Making Observations could include exercises where students make and record observations about the physical world, biological world, social world, political world, cultural world, etc. The tools students would learn about and employ could include stop watches and rocks to study how gravity works, telescopes to study the stars, microscopes to analyze blood, newspapers to study the government, and televisions to examine culture. Students would learn to operate these tools, pay attention, record, summarize, categorize, explain and simplify.

In Formulating Theories, students could learn about equations, probability, data, evidence, induction and deduction. They could study how various physical, psychological, economic, literary, musical and artistic theories arose. And they could be asked to develop their own theories about art, literature, culture, physical phenomena, psychological facts, and so on.

The subject Making Predictions would involve the study of many of the powerful theories from physics, economics, chemistry, and psychology, and students would learn to use each of these theories to make predictions about what one should expect to see.

In the study of Testing Predictions, students could learn about the scientific method, falsification, statistics, markets, computer prediction algorithms, the prediction algorithms of the brain, and randomized controlled trials. They could also learn how to do thorough research in order to be able confirm or disconfirm their future predictions based on knowledge gathered by others.

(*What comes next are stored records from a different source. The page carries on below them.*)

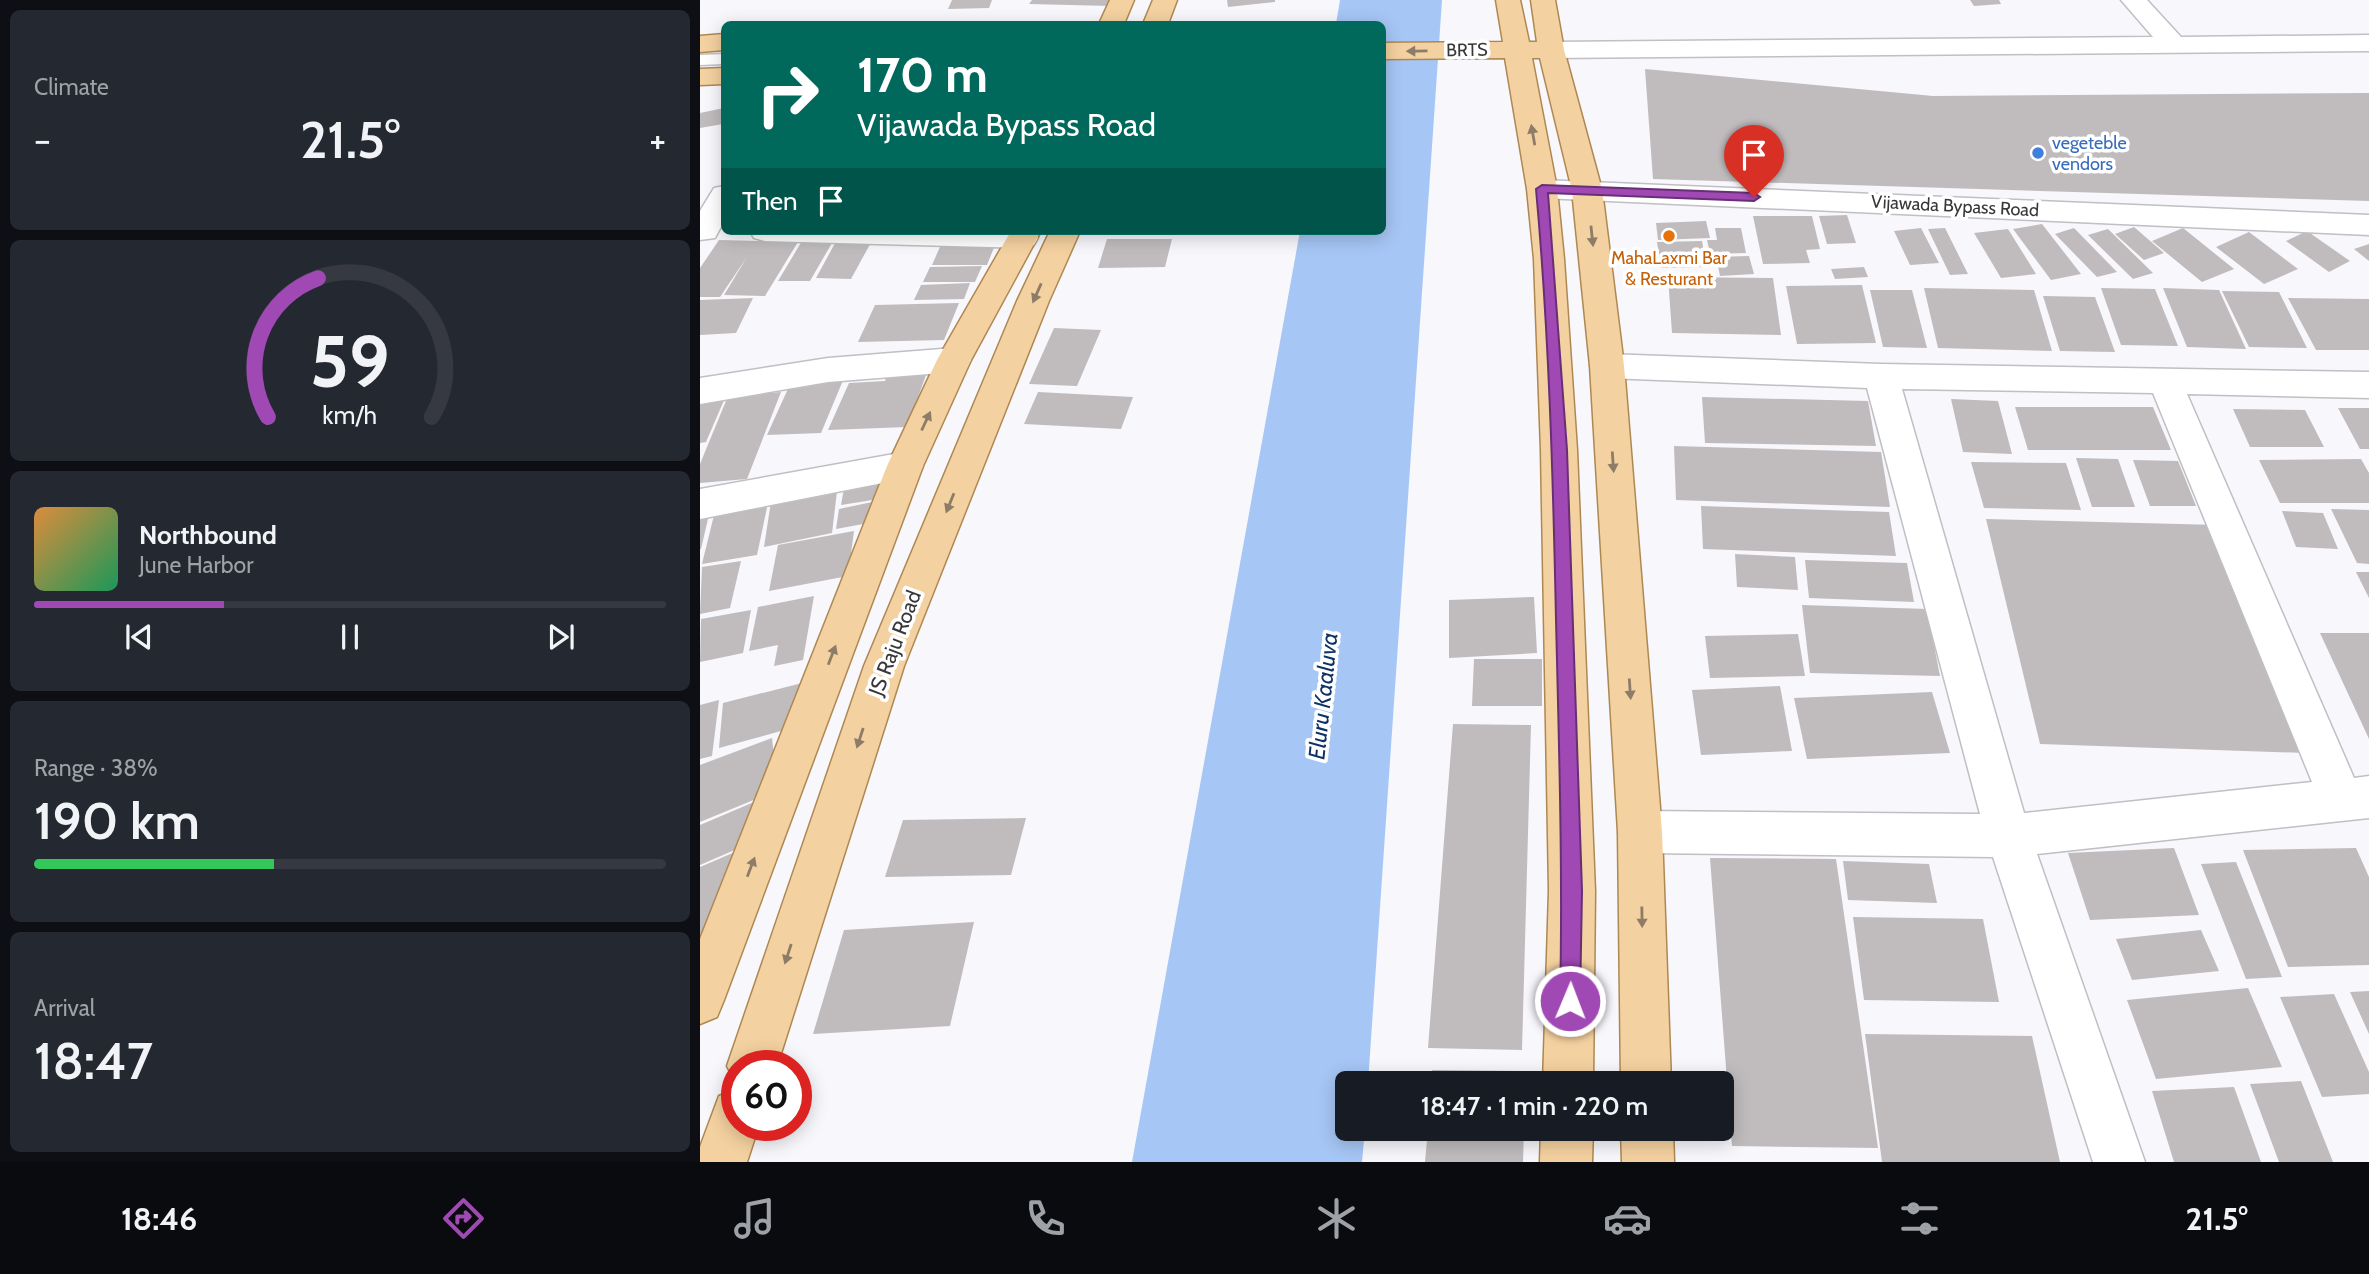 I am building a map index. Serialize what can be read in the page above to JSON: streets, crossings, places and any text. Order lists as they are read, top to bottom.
{
  "streets": {
    "main road": ["BRTS", "JS Raju Road"],
    "street": ["Vijawada Bypass Road"]
  },
  "water": ["Eluru Kaaluva"],
  "places": ["vegeteble vendors", "MahaLaxmi Bar & Resturant"],
  "page": {
    "tile": [
      "Climate",
      ["Range · 38%", "190 km"],
      ["Arrival", "18:47"]
    ],
    "turn": ["170 m", "Vijawada Bypass Road"],
    "heat": ["−", "21.5°", "+"],
    "then": "Then",
    "song": ["Northbound", "June Harbor"],
    "limit": "60",
    "trip": "18:47 · 1 min · 220 m",
    "tabs": ["18:46", "21.5°"],
    "gauge": ["59", "km/h"]
  }
}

For Cultivating Happiness, there would be an emphasis on art appreciation, literature appreciation, food criticism, movie criticism, creative writing, art creation, meditation, exercise, health, positive psychology, cognitive therapy, etc. all directed towards learning how to increase pleasure, enjoyment and fulfillment as well as reduce misery. This could also involve a study of what makes humans happy and what makes them unhappy, which could lead to discussions of governmental systems, psychology, sociology, ethics, history, etc.

New ways of carving up knowledge can give us new ways of thinking about education.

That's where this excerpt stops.